Eggs are commonly misperceived as a dangerous source of cholesterol. Research shows that egg consumption is unrelated to blood cholesterol level or to coronary heart disease incidence. One egg yolk a day is okay for most healthy people, as long as their total cholesterol comes in at 300 mg a day or less. One large egg yolk has about 180 mg of cholesterol; egg whites are cholesterol free. It is a good source of protein, vitamins A and D, B complex vitamins’ and phosphorus. Furthermore, eggs supply lutein and zeaxanthin, which may promote healthy vision. There are actually no nutritional differences between organic, fertile, free-range and brown or white color of eggs.

Shellfish, such as crab, oysters and mussels, can play an important part in a healthy balanced diet. Many types of shellfish are valuable sources of the heart-protective omega 3 fats. They are also a rich source of many key minerals, such as iron, zinc, selenium and iodine, nutrients that are not readily available in many other foods. Shellfish are naturally low in saturated fat and eating shellfish counts towards the recommended three ounces of two portions of seafood we are advised to eat each week. In particular, some shellfish contain as much omega-3 as some oil-rich fish.

In a small number of people (about 1 in 100) high blood cholesterol can be caused by a genetic condition called Familial Hypercholesterolaemia (FH) or Familial Combined Hyperlipidaemia (FCH). Those with this condition often need to be more cautious in their consumption of high cholesterol foods. If you eat an egg or shellfish on a given day, it’s important to limit other sources of cholesterol for the rest of that day. Consider substituting servings of vegetables, pulses or nuts for servings of meat, or avoid high-fat dairy products for that day.

Several food components can help reduce the risk of CHD. In particular, dietary fibers, fatty acids, soy protein, phytoestrogens, vitamin E, plant stanols and sterols help protect from CHD. Dietary fiber is found in oat bran, oatmeal, oat flour, barley, rye, psyllium seed husk, peas, beans, apples, citrus fruit. Other fibers that are beneficial include whole grains, cereal grains, whole wheat bread, oatmeal and brown rice. Beneficial fatty acids include tree nuts, olive oil, canola oil and omega-3 fatty acids. Phytoestrogens are in soybeans and soy-based foods, flax, rye and some vegetables. Vitamin E is also helpful with CHD and can be found in sunflower seeds, almonds, hazelnuts and turnip greens. Plant stanols and sterols are found in corn, soy, wheat, fortified foods and beverages, fortified table spreads and dietary supplements.

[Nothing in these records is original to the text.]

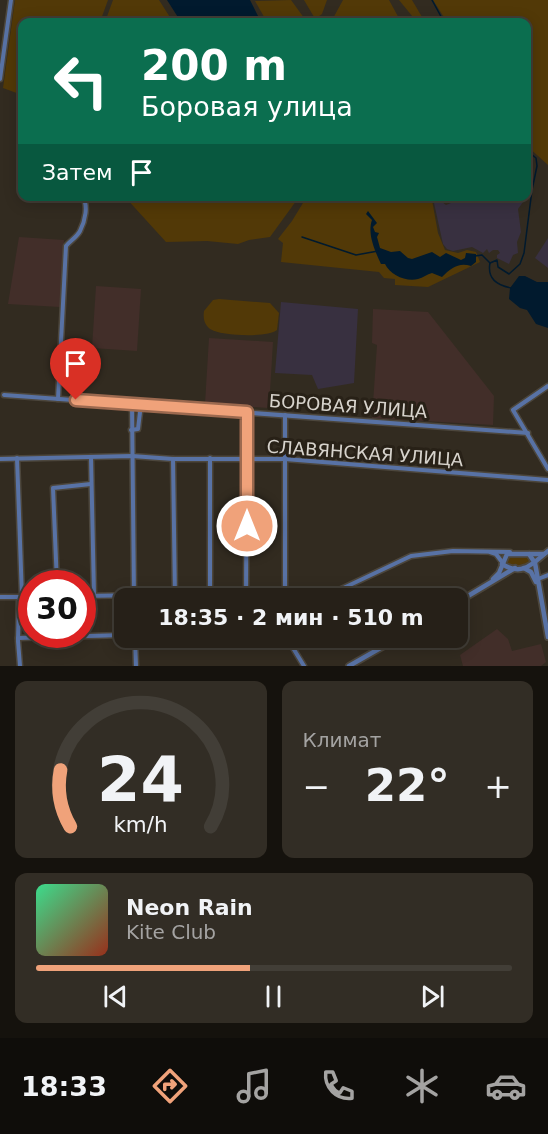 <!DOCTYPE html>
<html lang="ru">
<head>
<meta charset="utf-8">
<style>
	body { margin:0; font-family:"DejaVu Sans",sans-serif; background:#322d25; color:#f1f3f6; height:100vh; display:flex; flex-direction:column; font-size:22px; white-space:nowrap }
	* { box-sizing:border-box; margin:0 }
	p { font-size:20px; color:#a4a3a2 }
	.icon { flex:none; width:33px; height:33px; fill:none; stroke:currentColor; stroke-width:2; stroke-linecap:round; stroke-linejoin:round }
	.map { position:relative; height:666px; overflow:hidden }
	.panel { display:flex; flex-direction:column; gap:15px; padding:15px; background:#15120d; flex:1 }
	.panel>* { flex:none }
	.banner { position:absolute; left:18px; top:18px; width:513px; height:183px; border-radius:12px; box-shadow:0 3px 15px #0003,0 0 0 2px #423e37; background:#0b6e4f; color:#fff; overflow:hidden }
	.speed { position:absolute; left:18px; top:570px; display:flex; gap:12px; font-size:30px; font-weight:700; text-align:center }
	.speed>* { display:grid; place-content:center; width:78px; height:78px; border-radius:50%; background:#262018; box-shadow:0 3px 15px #0003,0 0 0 2px #423e37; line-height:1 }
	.speed .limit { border:9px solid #d22; background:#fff; color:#111 }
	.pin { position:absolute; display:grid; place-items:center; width:51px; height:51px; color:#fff; margin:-62px -26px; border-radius:50% 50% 50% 0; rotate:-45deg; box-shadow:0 0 6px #0007 }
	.pin .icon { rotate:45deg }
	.me { position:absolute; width:66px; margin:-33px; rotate:0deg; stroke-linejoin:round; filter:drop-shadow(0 0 4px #0008) }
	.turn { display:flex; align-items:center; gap:21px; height:126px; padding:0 24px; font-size:27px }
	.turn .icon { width:78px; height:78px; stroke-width:2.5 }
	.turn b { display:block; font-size:42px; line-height:51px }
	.then { display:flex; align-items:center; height:57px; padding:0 24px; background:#0003; gap:12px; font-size:22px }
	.big { font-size:45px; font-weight:700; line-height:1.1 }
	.panel .tile { flex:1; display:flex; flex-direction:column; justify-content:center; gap:9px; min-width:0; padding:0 21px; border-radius:12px; background:#322d25 }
	.panel .dial { align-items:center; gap:0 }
	.dial svg { height:156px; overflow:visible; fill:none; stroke:#423e37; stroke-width:7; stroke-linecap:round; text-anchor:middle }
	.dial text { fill:#f1f3f6; stroke:none }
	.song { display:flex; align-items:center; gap:18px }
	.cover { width:72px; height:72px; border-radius:9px; background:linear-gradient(135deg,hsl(150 70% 55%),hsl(10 70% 35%)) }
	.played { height:6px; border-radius:3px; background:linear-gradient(90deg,#f0a27a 45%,#423e37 45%) }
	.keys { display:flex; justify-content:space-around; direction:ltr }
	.heat { display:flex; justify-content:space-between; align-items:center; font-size:33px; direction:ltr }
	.panel .tiles { flex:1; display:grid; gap:15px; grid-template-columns:1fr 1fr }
	.tile:last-child { grid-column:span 2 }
	.trip { position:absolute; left:114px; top:588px; width:354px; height:60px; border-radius:12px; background:#262018; box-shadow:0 3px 15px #0003,0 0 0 2px #423e37; font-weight:700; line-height:60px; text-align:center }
	.tabs { display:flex; height:96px; justify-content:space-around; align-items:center; background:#0f0d0a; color:#a4a3a2 }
	.tabs .icon { width:42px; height:42px }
	.tabs .current { color:#f0a27a }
	.tabs b { font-size:27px; color:#f1f3f6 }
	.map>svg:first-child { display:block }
	.industrial { fill:#383040 }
	.education { fill:#422e29 }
	.green { fill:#523907 }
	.water { fill:#011a2e }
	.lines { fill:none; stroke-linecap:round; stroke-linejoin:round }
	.stream { stroke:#011a2e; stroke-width:1.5 }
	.minor-casing { stroke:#4c463c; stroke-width:7 }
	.tertiary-casing { stroke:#4c463c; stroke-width:8 }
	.minor { stroke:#5872a5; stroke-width:4 }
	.tertiary { stroke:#5872a5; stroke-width:4.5 }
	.route-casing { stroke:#9c694f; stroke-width:15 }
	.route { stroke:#f0a27a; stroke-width:10 }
	.labels { text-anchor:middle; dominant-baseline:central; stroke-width:6; stroke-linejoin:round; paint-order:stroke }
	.street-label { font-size:18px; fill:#d7d3cc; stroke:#282117 }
</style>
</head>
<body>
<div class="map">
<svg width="548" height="666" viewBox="0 0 548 666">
	<rect width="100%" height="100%" fill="#322b20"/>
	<g class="industrial">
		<polygon points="466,197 521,197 520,200 523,202 518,209 521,232 517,242 518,253 513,255 509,264 497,258 497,255 500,253 498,250 493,250 489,253 487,249 483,253 472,247 453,251 447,249 443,244 434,203 442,202 446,205"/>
		<polygon points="548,238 548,268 535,258"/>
		<polygon points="281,302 358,309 354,383 318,389 312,375 275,373"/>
	</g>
	<g class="education">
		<polygon points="19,237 64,240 60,307 8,304"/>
		<polygon points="96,286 141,289 137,351 92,348"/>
		<polygon points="373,309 428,312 494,396 493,425 372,418 377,345 372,343"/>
		<polygon points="209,338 273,342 269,408 205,404"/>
		<polygon points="497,629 508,639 512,651 541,644 546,662 541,666 463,666 460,655"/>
	</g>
	<g class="green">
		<polygon points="15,0 108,0 100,22 22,22 22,95 3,88"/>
		<polygon points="113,0 159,0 173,22 105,22"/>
		<polygon points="291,0 307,22 267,22 255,1"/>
		<polygon points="304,0 327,0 322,14 318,17 314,17"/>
		<polygon points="343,0 389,0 401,22 331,22"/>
		<polygon points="399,0 412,0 425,22 417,22"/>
		<polygon points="433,0 548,0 548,165 527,146 526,22 447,22"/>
		<polygon points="316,196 457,197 447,202 445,199 432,200 438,233 445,250 458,253 467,250 476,252 480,262 428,287 395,285 395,279 384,278 379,272 281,262 283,243 278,239 292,221 306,198"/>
		<polygon points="125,197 299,197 270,237 249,240 238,244 207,241 166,242"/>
		<path d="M219,299L270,303L279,313L277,330C268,338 220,336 210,329C204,324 203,318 204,311L213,300Z"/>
		<polygon points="509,555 528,557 531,561 531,564 528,566 508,565 505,561"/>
	</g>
	<g class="water">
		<polygon points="167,0 250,0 261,22 181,22"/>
		<path d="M368,211L377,223L373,227L375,232L379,233L377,237L380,248L391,252L400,251L408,258L412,259L432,252L440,257L446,253L461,260L465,258L466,253L476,254V262L471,266C459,262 451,268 442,277L432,273C427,274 423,278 418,279C406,282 390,275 385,264H381C375,251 367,234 372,220L366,214Z"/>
		<polygon points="519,276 525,276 537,282 548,282 548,328 536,324 527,310 520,308 509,299 510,288"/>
	</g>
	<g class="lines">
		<g class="stream">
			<polyline points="432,0 444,22"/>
			<polyline points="302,237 356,255 378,251"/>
			<path d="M475,256L482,255L490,263C487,279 497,285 511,288"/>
			<polyline points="490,263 497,260 498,267 509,274 520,264 524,253 532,190 537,166 536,158 526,150"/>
		</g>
		<defs>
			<g id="minor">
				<polyline points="0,79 11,0"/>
				<polyline points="548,386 513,410 548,469"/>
				<polyline points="4,395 528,433"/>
				<path d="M58,399L66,246C70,241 77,237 80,231C85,221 89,205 82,196"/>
				<polyline points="132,404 134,598"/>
				<polyline points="285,415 285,598"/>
				<polyline points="131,430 138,429 141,404"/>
				<polyline points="91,457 94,595"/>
				<polyline points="17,458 22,597"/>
				<polyline points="210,458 210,598"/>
				<polyline points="0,459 132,456 173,459 285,459 548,480"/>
				<polyline points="173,459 175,598"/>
				<polyline points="490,552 496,554 502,562"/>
				<polyline points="538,579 548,575"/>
				<polyline points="57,584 53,488 91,484"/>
				<polyline points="82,596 335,592 411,556 453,551 510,552"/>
				<polyline points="0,597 32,597"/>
				<polyline points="19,597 18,641 20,666"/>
				<polyline points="246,598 247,412"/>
				<polyline points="18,638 124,635"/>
				<polyline points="135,638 136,666"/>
				<polyline points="287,638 304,666"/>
				<polyline points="135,640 287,639"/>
			</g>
			<g id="tertiary">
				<polyline points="529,554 535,563 548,637"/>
				<path d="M502,564C523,577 533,563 548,551"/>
				<polyline points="524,568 531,572 536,582"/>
				<polyline points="493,579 499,573 507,554 544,554"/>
				<polyline points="458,602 515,568"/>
				<polyline points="349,666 398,638"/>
			</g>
		</defs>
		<use href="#minor" class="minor-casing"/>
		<use href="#tertiary" class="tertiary-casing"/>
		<use href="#minor" class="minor"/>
		<use href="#tertiary" class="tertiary"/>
	</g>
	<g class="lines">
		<defs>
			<polyline id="route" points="76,400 247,412 247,526"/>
		</defs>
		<use href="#route" class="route-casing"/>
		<use href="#route" class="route"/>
	</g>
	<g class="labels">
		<g class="street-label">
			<text transform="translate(348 406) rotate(4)">БОРОВАЯ УЛИЦА</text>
			<text transform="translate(365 453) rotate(4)">СЛАВЯНСКАЯ УЛИЦА</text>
		</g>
	</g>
</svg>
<div class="speed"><div class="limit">30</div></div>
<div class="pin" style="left:76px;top:400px;background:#d93025"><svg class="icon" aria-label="arrive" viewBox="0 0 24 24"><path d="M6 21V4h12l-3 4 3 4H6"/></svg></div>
<svg class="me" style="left:247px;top:526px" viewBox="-20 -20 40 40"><circle r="17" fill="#f0a27a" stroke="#fff" stroke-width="3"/><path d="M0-11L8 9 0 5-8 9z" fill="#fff"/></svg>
<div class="trip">18:35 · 2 мин · 510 m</div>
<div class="banner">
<div class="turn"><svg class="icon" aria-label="left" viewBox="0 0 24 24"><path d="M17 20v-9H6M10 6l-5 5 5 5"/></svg><div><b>200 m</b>Боровая улица</div></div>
<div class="then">Затем<svg class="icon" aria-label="arrive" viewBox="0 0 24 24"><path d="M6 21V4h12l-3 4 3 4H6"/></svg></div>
</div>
</div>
<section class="panel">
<div class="tiles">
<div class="tile dial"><svg viewBox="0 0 100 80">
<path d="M14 69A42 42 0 1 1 86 69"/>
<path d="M14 69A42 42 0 0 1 9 40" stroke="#f0a27a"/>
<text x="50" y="56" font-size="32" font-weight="700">24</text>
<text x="50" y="72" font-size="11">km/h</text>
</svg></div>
<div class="tile"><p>Климат</p>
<div class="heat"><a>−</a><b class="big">22°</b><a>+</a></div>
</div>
<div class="tile">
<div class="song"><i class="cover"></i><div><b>Neon Rain</b><p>Kite Club</p></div></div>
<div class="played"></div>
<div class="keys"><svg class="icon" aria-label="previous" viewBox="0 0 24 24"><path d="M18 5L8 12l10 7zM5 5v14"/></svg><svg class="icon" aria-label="pause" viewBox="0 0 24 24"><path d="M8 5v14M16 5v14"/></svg><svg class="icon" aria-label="next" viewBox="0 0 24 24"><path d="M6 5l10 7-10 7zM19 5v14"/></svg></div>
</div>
</div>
</section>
<nav class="tabs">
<b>18:33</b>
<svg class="icon current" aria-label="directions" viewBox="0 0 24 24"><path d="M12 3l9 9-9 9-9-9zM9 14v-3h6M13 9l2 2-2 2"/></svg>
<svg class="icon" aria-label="music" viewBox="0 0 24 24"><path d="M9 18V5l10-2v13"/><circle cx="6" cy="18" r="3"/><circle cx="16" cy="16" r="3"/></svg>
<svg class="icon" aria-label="phone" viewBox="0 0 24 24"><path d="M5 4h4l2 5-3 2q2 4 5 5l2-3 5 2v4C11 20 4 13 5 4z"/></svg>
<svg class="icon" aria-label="climate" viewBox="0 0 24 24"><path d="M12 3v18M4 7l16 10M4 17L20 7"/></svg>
<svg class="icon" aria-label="car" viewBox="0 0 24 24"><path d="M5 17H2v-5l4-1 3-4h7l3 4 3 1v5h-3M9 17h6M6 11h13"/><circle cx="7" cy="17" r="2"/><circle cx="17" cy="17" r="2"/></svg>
</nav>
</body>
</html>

Eating sterol and stanol-containing foods is an easy way to lower your LDL, which helps reduce the risk of heart disease. Plant sterols and stanols are substances that occur naturally in small amounts in many grains, vegetables, fruits, legumes, nuts, and seeds. The FDA gave these products the status of a “health claim.” This means that experts widely agree on the cholesterol-lowering benefits of stanols and sterols. It is easy to add in beneficial sterols and stanols to your diet. If you use butter or margarine now, just switch over to one of these sterol-fortified spreads on your whole-grain bread or rolls.  If you don’t eat butter or margarine now, it is probably more beneficial to your health to avoid them, as they are very high in calories. Since sterols and stanols have powerful cholesterol-lowering properties, manufacturers have started adding them to foods. You can now get stanols or sterols in margarine spreads, cereals, granola bars, some cooking oils, salad dressings, milk, yogurt, and some juices. The US National Cholesterol Education Program recommends that people who have high cholesterol should consume two grams of stanols or sterols a day. The American Heart Association does not recommend sterol and stanol-fortified foods for everyone. Instead, it suggests that only people who need to lower their cholesterol or who have had a heart attack should use them.

Strategic changes in your diet can protect you and your loved ones from an untimely death and crippling strokes. We have presented you with a number of food choices that could help. For more options, or for a more effective personalized food plan, please consult with a qualified nutritionist.